/DNA-Splice-Junction-Classifier

A machine learning project to classify DNA splice junctions using an ensemble method, combining RandomForest, GradientBoosting, and LogisticRegression.

Primary LanguageJupyter Notebook

DNA Splice Junction Classification with Stacking Ensemble

Overview

This project aims to classify DNA sequences into splice junctions by implementing a stacking ensemble method. Splice junctions are crucial in the process of gene expression, and accurately identifying them can contribute significantly to our understanding of genetic diseases and the functioning of living organisms. The project utilizes a combination of RandomForest and GradientBoosting classifiers as base learners and LogisticRegression as the meta-learner to achieve high accuracy in predictions.

Dataset

The dataset used in this project consists of DNA sequence data with labeled splice junctions, including Exon-Intron (EI) junctions, Intron-Exon (IE) junctions, and sequences that do not contain a junction (Neither). Each DNA sequence is represented by binary encoded features indicating the presence of specific nucleotides.

Methodology

The project follows a structured approach to machine learning, starting with data loading and preprocessing, including adjusting class labels and handling missing values. Following preprocessing, the dataset is split into training and test sets to evaluate the model's performance accurately.
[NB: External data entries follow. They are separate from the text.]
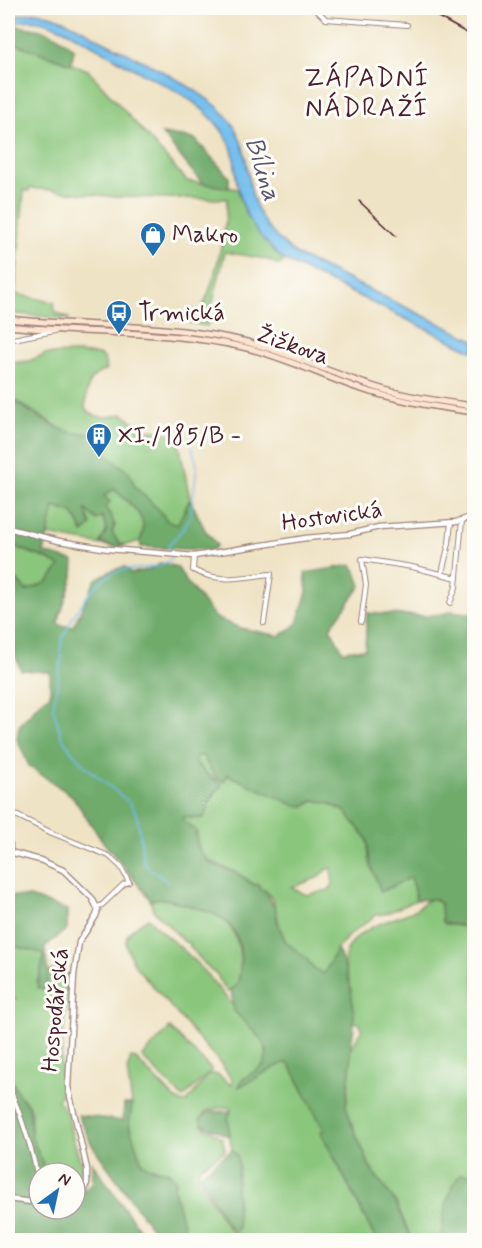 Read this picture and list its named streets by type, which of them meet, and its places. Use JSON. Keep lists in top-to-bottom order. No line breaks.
{"streets":{"main road":["Žižkova"],"street":["Hostovická","Hospodářská"]},"districts":["ZÁPADNÍ NÁDRAŽÍ"],"water":["Bílina"],"places":{"shop":["Makro"],"bus stop":["Trmická"],"building":["XI./185/B -"]},"north":"top right"} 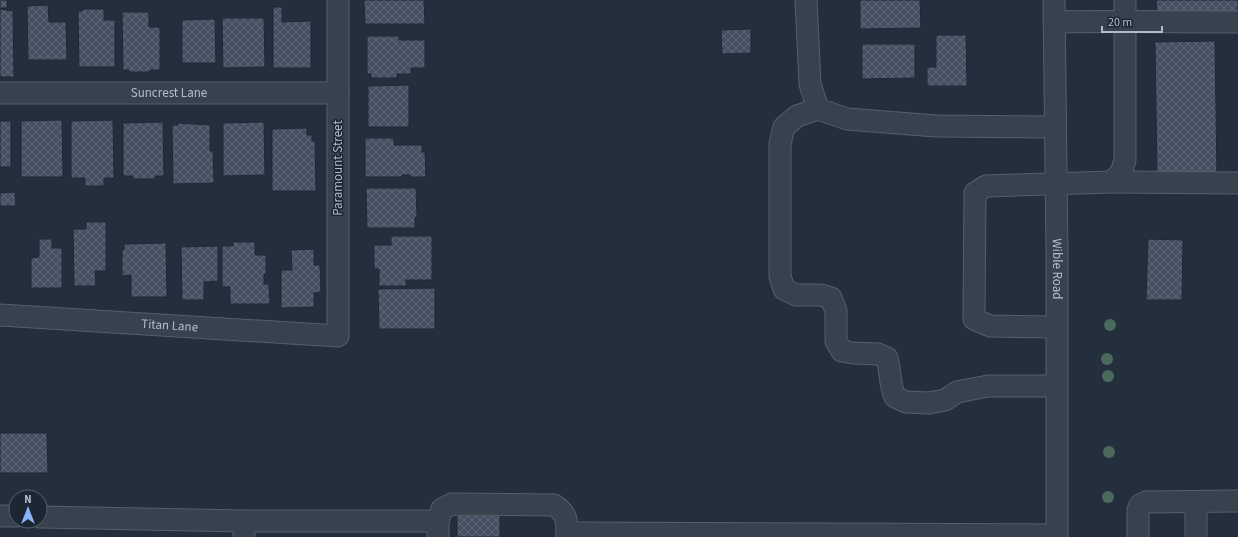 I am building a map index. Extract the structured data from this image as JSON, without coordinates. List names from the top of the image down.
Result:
{
  "streets": {
    "street": [
      "Suncrest Lane",
      "Paramount Street",
      "Wible Road",
      "Titan Lane"
    ]
  },
  "crossings": [
    ["Suncrest Lane", "Paramount Street"],
    ["Paramount Street", "Titan Lane"]
  ],
  "scale_bar": "20 m",
  "north": "top"
} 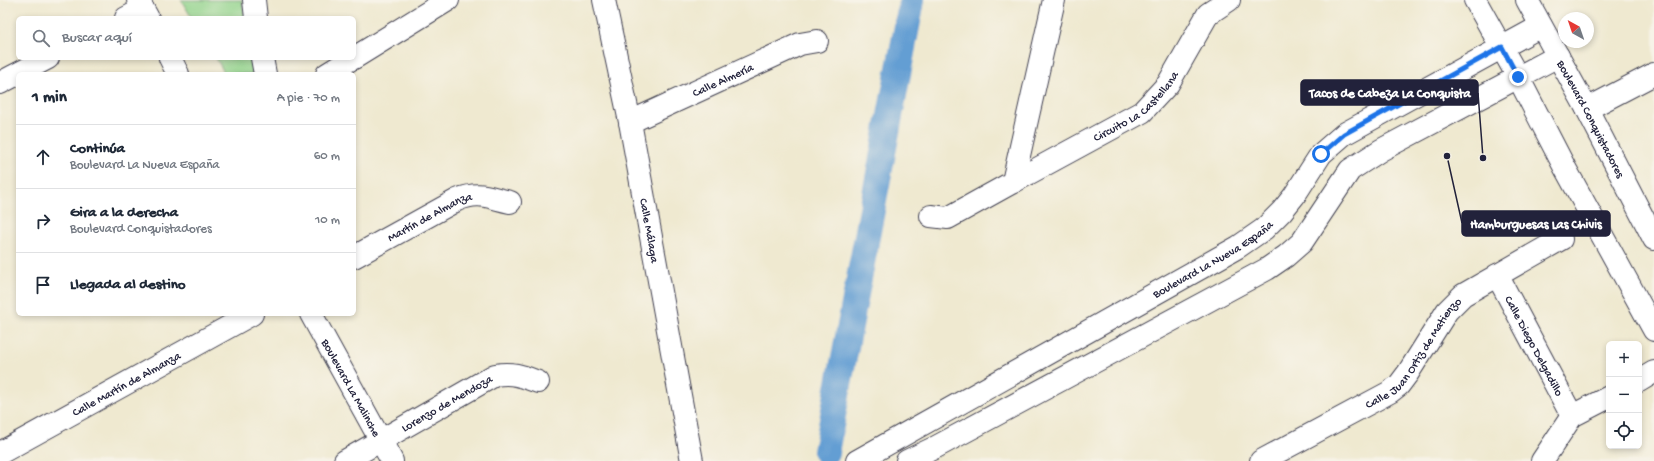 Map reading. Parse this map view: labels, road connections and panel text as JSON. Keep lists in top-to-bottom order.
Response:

A stacking ensemble method is employed for classification, utilizing RandomForest and GradientBoosting as base models to capture different aspects of the data. LogisticRegression serves as the meta-model to combine the base models' predictions effectively.

Results

The stacking ensemble model achieved an overall accuracy of 96.55%, with high precision, recall, and F1-scores across all classes. This performance indicates the model's effective learning and generalization capabilities in classifying DNA splice junctions. The detailed metrics are as follows:

  • Accuracy: 96.55%

  • Classification Report:

    Class Precision Recall F1-Score
    -1 0.94 0.98 0.96
    0 0.94 0.94 0.94
    1 0.99 0.97 0.98

The model shows particularly strong performance in identifying class 1 with a precision of 0.99 and an F1-score of 0.98, demonstrating its effectiveness in distinguishing between different types of splice junctions.

Files in the Repository

  • dna_splice_classifier.py: This Python script contains the complete pipeline for data preprocessing, training the stacking ensemble model, and evaluating its performance.

  • DNA_Splice_Junction_Classification.ipynb: A Jupyter Notebook that provides a detailed walkthrough of the project, including data preprocessing, model training, evaluation, and insights with visualizations. It's designed for an interactive exploration of the methodology and results.

Dependencies

  • Pandas
  • scikit-learn
  • XGBoost

Acknowledgments

The dataset used in this project is sourced from Kaggle. A copy of the dataset is also included in the Docs folder within this repository for convenience. Special thanks to the creators and contributors of the machine learning libraries used in this project, and to the original dataset providers for making the data publicly accessible for educational and research purposes.